Vaniglia
Guardami,
l’effetto che mi fai è una paralisi immediata.
Non riesco a muovermi, rigida come una statua di ghiaccio che piano si
scioglie.
Non sono altro che ghiaccio fuso e fondo per la tua vicinanza.
Il tuo
corpo mi riscalda, sono fredda a contatto con la tua mano bollente. Sei
così
caldo. Caldissimo.
E mi sciolgo.
Sentimi,
non ascoltare altro all’infuori di me. Escludi
tutto, lascia perdere il resto e focalizzati su di me.
Perché non senti questo
rombo incessante nella testa?
Mi sento morire, scoppiare e rinascere.
Ascolta.
Sto impazzendo, fai qualcosa
subito e metti fine a questo supplizio.
Le emozioni mi stanno
sommergendo, non
respiro più… ho bisogno della mia dose
d’aria.
Assaggiami, basta giocare!
Voltati un’altra, un’unica volta
e baciami...
**
Un’aula
gremita di studenti, piena di file e noi siamo
qua nel nostro centro. I nostri vicini di sedia ci osservano curiosi, stanno aspettando la
nostra prossima mossa.
Le nostre dita sono intrecciate sotto il tavolino che separa la fila
davanti
alla nostra, il professore non interrompe la sua spiegazione e noi non
ascoltiamo.
Fissiamo davanti a noi, bloccati da quegli sguardi impiccioni, basta!
Mi volto
ad osservare il tuo profilo. Hai un accenno di barba sulle guance, due
rughette
intorno all’occhio sinistro e i capelli ti ricadono scomposti
sulla forte. Sei
bellissimo.
“Che
c’è?” lo dici come se nulla fosse,
girandoti a tua
volta verso di me. Siamo così vicini, due mosse e potrei
sfiorarti le labbra.
Mi
osservi, vuoi una risposta.
“Beccata…”
ti sorrido per sviare e mi allontano un po’,
lasciandomi scivolare sulla sedia.
Sbuffo.
“Dai…”
mi fai la faccia da cucciolotto “..a che pensi?

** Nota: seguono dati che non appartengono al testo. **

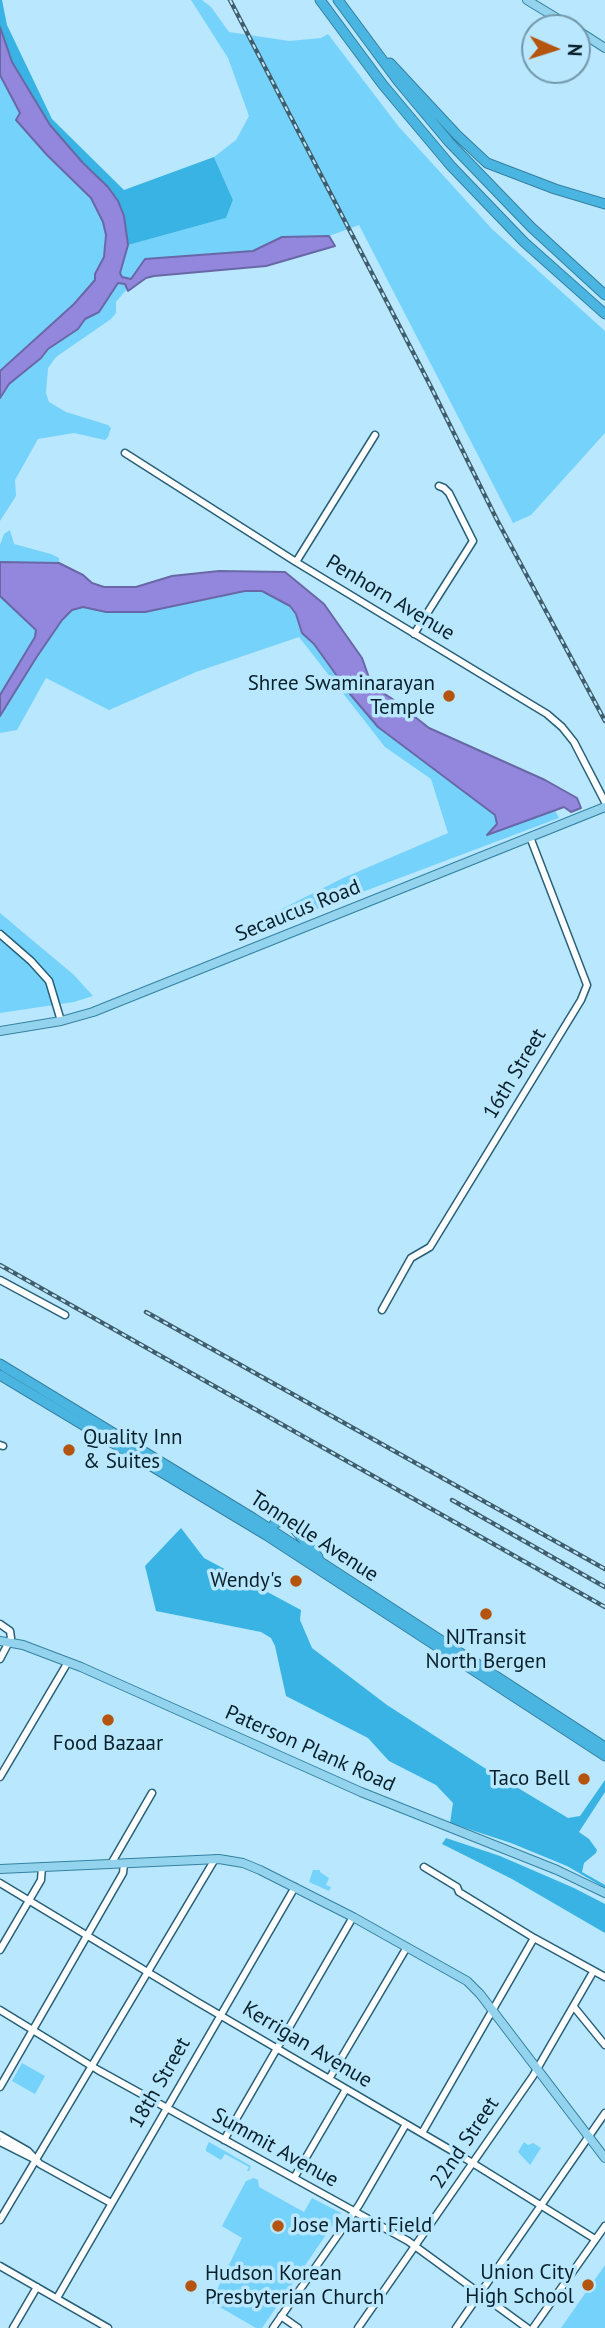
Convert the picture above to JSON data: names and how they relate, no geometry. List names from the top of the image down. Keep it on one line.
{"streets":{"highway":["Tonnelle Avenue"],"main road":["Secaucus Road","Paterson Plank Road"],"street":["Penhorn Avenue","16th Street","Kerrigan Avenue","18th Street","22nd Street","Summit Avenue"]},"crossings":[["Penhorn Avenue","Secaucus Road"],["Secaucus Road","16th Street"],["Kerrigan Avenue","18th Street"],["Kerrigan Avenue","22nd Street"],["18th Street","Summit Avenue"],["22nd Street","Summit Avenue"]],"places":["Shree Swaminarayan Temple","Quality Inn & Suites","Wendy's","NJTransit North Bergen","Food Bazaar","Taco Bell","Jose Marti Field","Union City High School","Hudson Korean Presbyterian Church"],"north":"right"}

Dimmelo.” Parti con una domanda e termini con un ordine, ma
non so cosa dire.
Mi sento una totale imbranata, vorrei essere diretta ma allo stesso
tempo lo
trovo inutile. Siamo in una situazione così strana, intorno
a noi l’attenzione
è concentrata sulla lezione e solo pochi vicini ci
osservano. Da quando è
iniziata la lezione ci stiamo tenendo per mano, sotto banco
perché io ho
freddo…ma ormai sono calda. Il tuo compito è
finito.
Gli amici non si tengono per
mano, non uomo e donna. Non per così tanto tempo.
“Ti
da fastidio tenermi per mano?” sto osando
“…riesci a
prendere appunti?!” Mi guardi stranulato, poi abbassi lo
sguardo sulle nostre
mani.
“Mh,
probabilmente è un problema per te.” Mi sorride
sornione “Non ho bisogno di scrivere con la sinistra, ma tu
sei destra o
sbaglio?”
Fessa!
Datemi una fossa e mi ci butterò con gioia. Sento
salire alle guance uno strano formicolio, dannazione..ci mancavano solo
le
guance rosse!
“Ehm..”
Non aggiungo altro prima di nascondermi sulla tua
spalla. Ti sto toccando è vero, ma solo per nascondermi!
Che
figuraccia, tu ridi ed io mi sento una completa
rimbambita. Ma dove ho la testa?! Ahh, sospiro leggermente.
“Non
temere…” mi bisbigli nell’orecchio
“ se mi dava
fastidio, stai sicura, te l’avrei detto.”
***
“Fede,
la smetti!” lo dico seria ma ti guardo tranquilla.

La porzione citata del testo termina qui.